We do not look at energy efficiency strictly from the perspective of traditional passive energy efficiency solutions, instead, we do this in a much broader way and perform measurements, analysis, and develop suggestions and solutions for energy consumption of automated systems, while also keeping in mind passive energy activities. Since we have significant experience in building management systems, electrical supply, and various low-voltage systems, we are also very familiar with manufacturing processes, which is very important for industrial energy efficiency activities.
First, our specialists perform an energy audit – building inspection and analysis procedure to determine the main consumers of energy and to identify and assess the possibilities for saving energy. We offer to create an electronic accounting system of detailed energy resources which allows to recognise shortcomings in the operation of technical engineering systems, as well as the largest losses that occur as a result of irregularities in a building’s construction, equipment, or organisation of work.
To make something more efficient, the current consumption of the existing situation must first be calculated – how much and where is energy used. Then it must be understood in detail for which processes this energy is being used and in which buildings or spaces this is happening. With the most precise calculation of consumption in the existing situation, we will better understand where energy is being used, where energy is the most expensive, and where we use it inefficiently.
The next action for improving energy efficiency in industrial manufacturing is to relate this energy consumption to one unit of product, in order to understand whether these costs can be attributed to manufacturing. For data to be in an understandable form and with sufficient regularity, it does not suffice to record the numbers once a month. Without seeing the curve of how and where we have used energy, whether it happens during the day or night, we cannot come to conclusions and develop solutions. Possibly, the data will show that the highest energy consumption happens during the night, which hasn’t been noticed before. With such methods, we have succeeded to catch several night or holiday expenses that have occurred because of employee ambivalence, for example, with powerful equipment working during holidays much unnecessary energy has been used. Therefore, regular readings are of utmost importance for preparing detailed consumption curves. The best practice is to make 20-40 readings a day over a period of 3-6 months.
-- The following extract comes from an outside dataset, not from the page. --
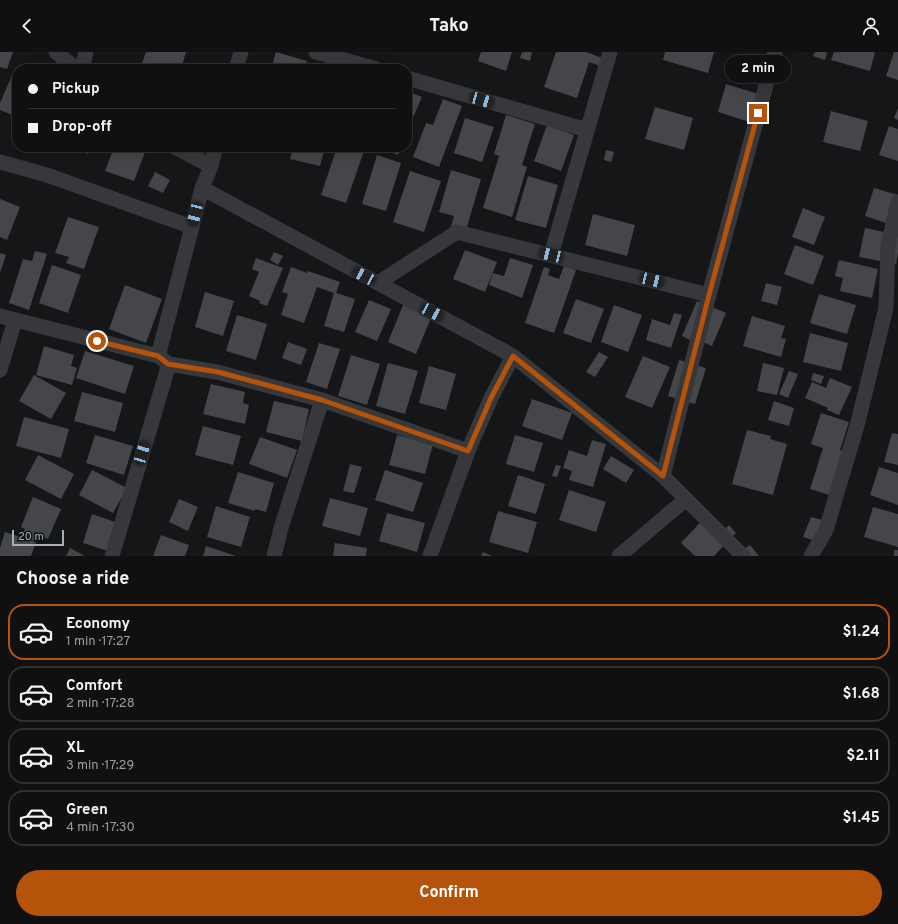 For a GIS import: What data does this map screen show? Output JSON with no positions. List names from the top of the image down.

After that, we perform exterior measurements, for example, thermographics. Thus, we can assess the technical engineering systems – heating, ventilation, cooling, lighting, etc. – and understand where energy losses and unnecessary consumption are occurring.
Following a detailed analysis, we develop a proposal with calculations, what we offer as savings, and in which processes we suggest to do this. Our prepared proposals are all-encompassing, they do not only include replacement of doors and windows or insulation of walls. Yes, these are important components, but in our view, energy consumption is a much more important component in situations where ventilation, lighting, air conditioning, and heating are the largest consumers. In manufacturing, there can also be other types of energy, for example, steam, compressed air, and gas. In such cases, we assess which are the most expensive energy consumers and develop solutions for optimising them. We offer specific actions for ensuring less energy consumption, for example, replacing technically and morally outdated electrical motors with new ones. Likewise, we offer to divert losses or suggest to transfer heat that is created during manufacturing processes to an adjacent office building. We can use the heat created during manufacturing and transform this by-product into a useful resource. There are various methods for doing this, for example, heat accumulation. There is a lot of equipment in manufacturing that lets off heat – this can be either cooled with free cooling or, if there is too much heat, it can be transferred to heating systems or used for water heating. If a specific location is lacking power and manufacturing cannot further develop, energy can be freed up through energy efficiency measures, which can then be redirected into the manufacturing process.